- Это не пойдёт, - сказал редактор и сел на стул.
Анискин посмотрел на него с пожеланием вечного счастья.
Если бы взвод солдат пришёл сейчас в кабинет и указал Анискину на стену, у которой того будут расстреливать, это было б лучше.
- Семён...Иванович, - выдохнул он, вспомнив полное имя, - три месяца.
Работы.
Редактор нахмурился. Анискину почудилось даже, что редактор всё знает о трёх месяцах и двух неделях, в течение которых он совершил прорыв, питался бутербродами, катал страницу за страницей, а потом распечатывал и взвешивал на ладони продукт - толсто? Не очень? А так?
- Не пойдёт, Анискин, - сказал редактор скучным голосом. - Интрига есть.
Главгерой - потрясающей силы, потрясающей!

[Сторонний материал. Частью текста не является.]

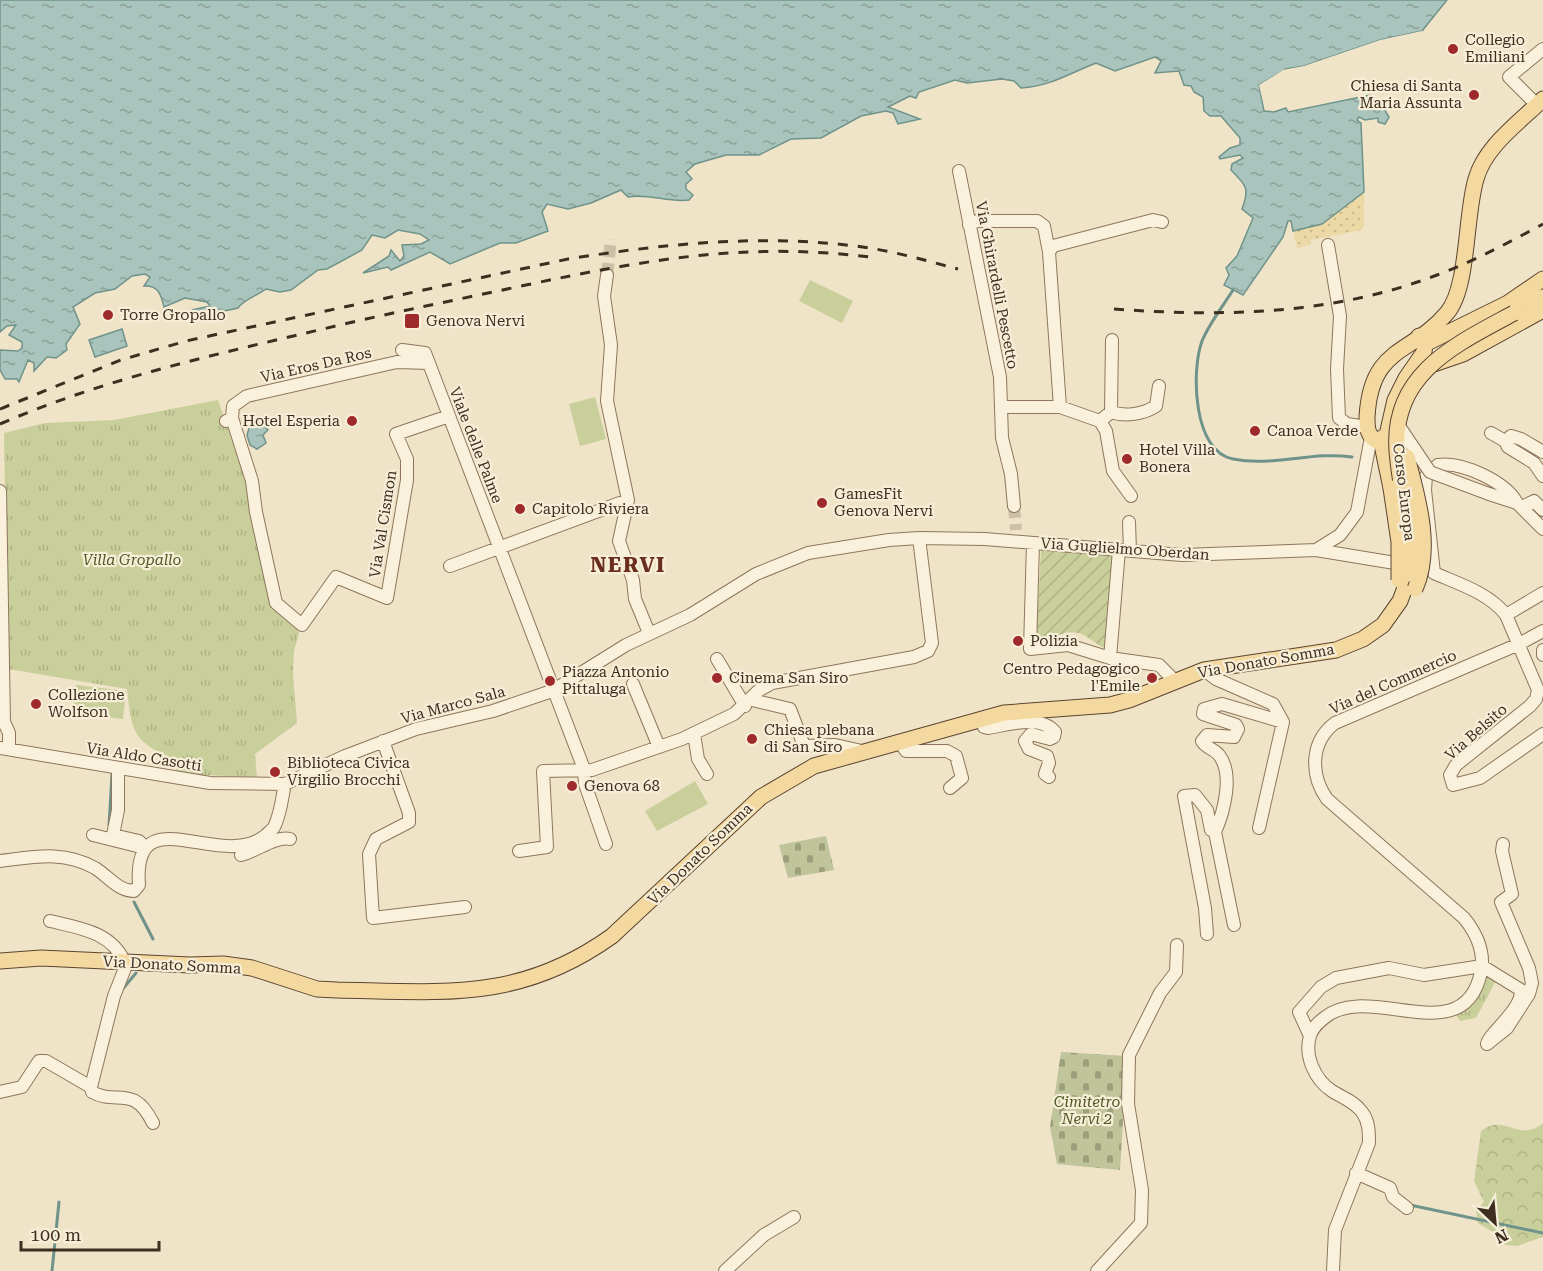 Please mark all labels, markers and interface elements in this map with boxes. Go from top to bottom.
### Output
place label: Collegio Emiliani [1465,31,1525,66]
marker: Collegio Emiliani [1446,42,1460,56]
place label: Chiesa di Santa Maria Assunta [1350,77,1462,112]
marker: Chiesa di Santa Maria Assunta [1467,88,1481,102]
street label: Via Ghirardelli Pescetto [972,200,1022,370]
place label: Torre Gropallo [120,306,226,324]
marker: Torre Gropallo [101,308,115,322]
marker: Genova Nervi [403,312,421,330]
place label: Genova Nervi [426,312,525,330]
street label: Via Eros Da Ros [259,344,373,386]
street label: Viale delle Palme [446,384,506,506]
place label: Hotel Esperia [243,412,340,430]
marker: Hotel Esperia [345,414,359,428]
place label: Canoa Verde [1267,422,1358,440]
marker: Canoa Verde [1248,424,1262,438]
place label: Hotel Villa Bonera [1139,441,1215,476]
street label: Corso Europa [1389,442,1419,542]
marker: Hotel Villa Bonera [1120,452,1134,466]
street label: Via Val Cismon [366,469,400,579]
place label: GamesFit Genova Nervi [834,485,933,520]
marker: GamesFit Genova Nervi [815,496,829,510]
place label: Capitolo Riviera [532,500,649,518]
marker: Capitolo Riviera [513,502,527,516]
street label: Via Guglielmo Oberdan [1040,534,1210,564]
park label: Villa Gropallo [83,551,182,569]
district label: NERVI [590,553,666,577]
place label: Polizia [1030,632,1078,650]
marker: Polizia [1011,634,1025,648]
street label: Via Donato Somma [1196,640,1336,682]
street label: Via del Commercio [1327,646,1459,718]
place label: Centro Pedagogico l'Emile [1003,660,1140,695]
place label: Piazza Antonio Pittaluga [562,663,669,698]
place label: Cinema San Siro [729,669,849,687]
marker: Cinema San Siro [710,671,724,685]
marker: Centro Pedagogico l'Emile [1145,671,1159,685]
marker: Piazza Antonio Pittaluga [543,674,557,688]
street label: Via Marco Sala [399,682,507,728]
place label: Collezione Wolfson [48,686,124,721]
marker: Collezione Wolfson [29,697,43,711]
street label: Via Belsito [1441,700,1511,764]
place label: Chiesa plebana di San Siro [764,721,874,756]
marker: Chiesa plebana di San Siro [745,732,759,746]
street label: Via Aldo Casotti [85,739,203,775]
place label: Biblioteca Civica Virgilio Brocchi [287,754,410,789]
marker: Biblioteca Civica Virgilio Brocchi [268,765,282,779]
place label: Genova 68 [584,777,660,795]
marker: Genova 68 [565,779,579,793]
street label: Via Donato Somma [644,799,756,909]
street label: Via Donato Somma [102,952,242,978]
park label: Cimitetro Nervi 2 [1054,1093,1121,1128]
north arrow [1465,1193,1525,1253]
scale bar [21,1214,159,1252]
text: 100 m [30,1224,81,1245]
text: N [1492,1225,1511,1247]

Анискин, вы скажите только - вы хотели бы быть таким, каков ваш главгерой?
Не помнил Анискин никакого главгероя.
- "Он потянул блондинку на себя и обратно", - зачитал редактор. - "Крысин метался по тамбуру, ища удобное для оправки место". Ещё?
Телевизора у меня нет, подумал Анискин. А после этого прокола - и не будет, наверное, никогда. Пить воду, питаться бульонами, одеваться в рвань.

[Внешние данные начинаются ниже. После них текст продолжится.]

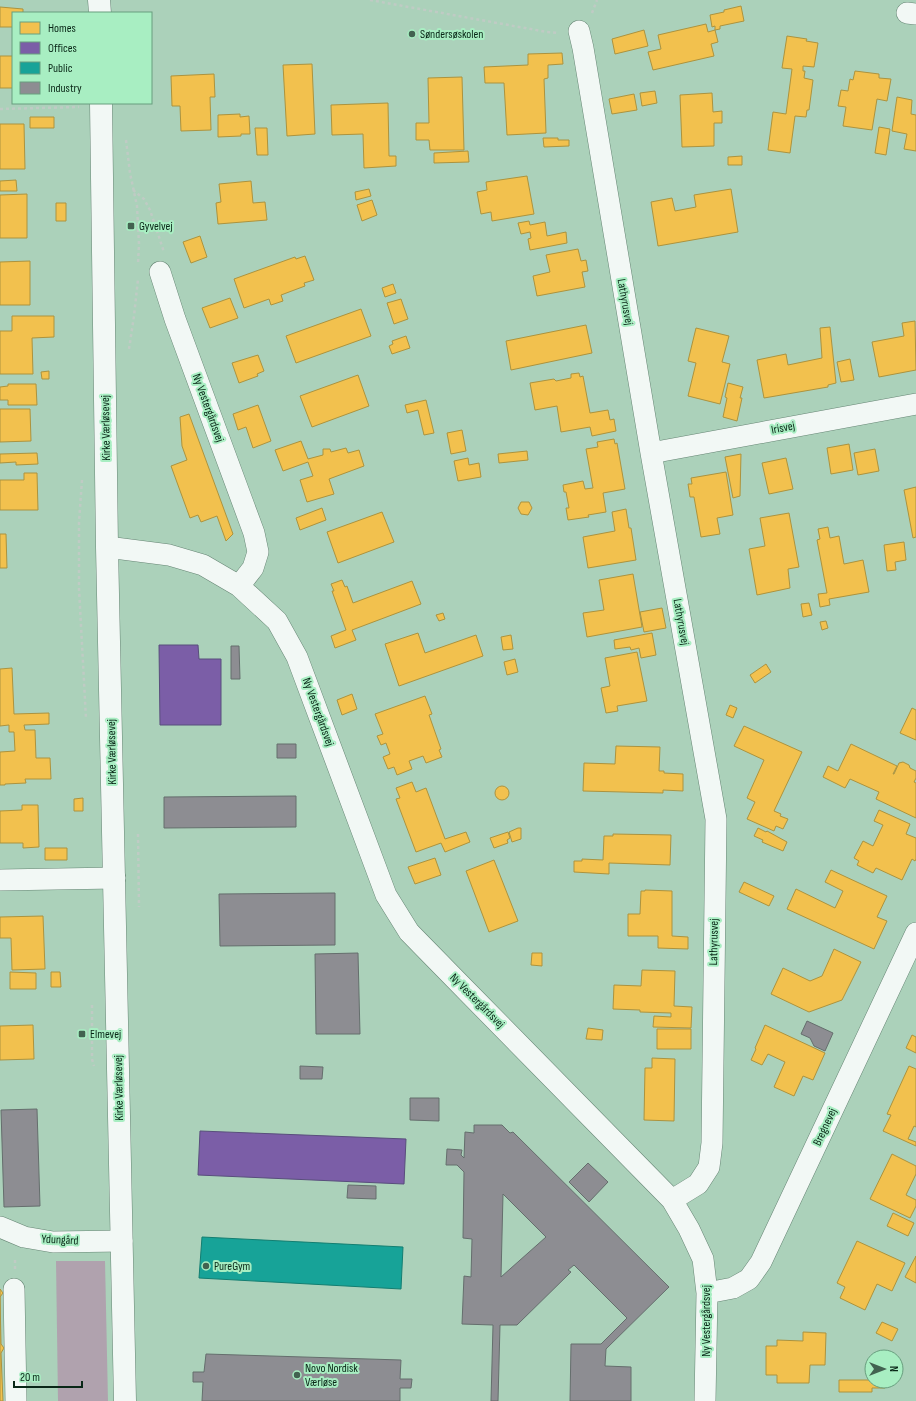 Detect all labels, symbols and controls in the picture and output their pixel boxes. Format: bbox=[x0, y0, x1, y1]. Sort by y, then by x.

- Вы же неплохо писали, Анискин, - сказал редактор и вздохнул. - Голубчик, я даю вам шанс. Эта гадость пусть останется у нас, мы её берём условно. А вам даём заказ. Пойдёт под вашим именем. Если хотя бы чуть лучше этого - оплатим вдвойне. Объём - повесть.
- Сроки? - Анискина колотило.
- Сроки...Официально - неделя, неофициально - как обычно, вчера. Вам всё понятно?
Анискин вздохнул.
- Всё. О чём писать?
- А о чём хотите. Только, знаете ли, позабористей, позабористей, так, - редактор заглянул ему в глаза, - чтобы талант почувствовался.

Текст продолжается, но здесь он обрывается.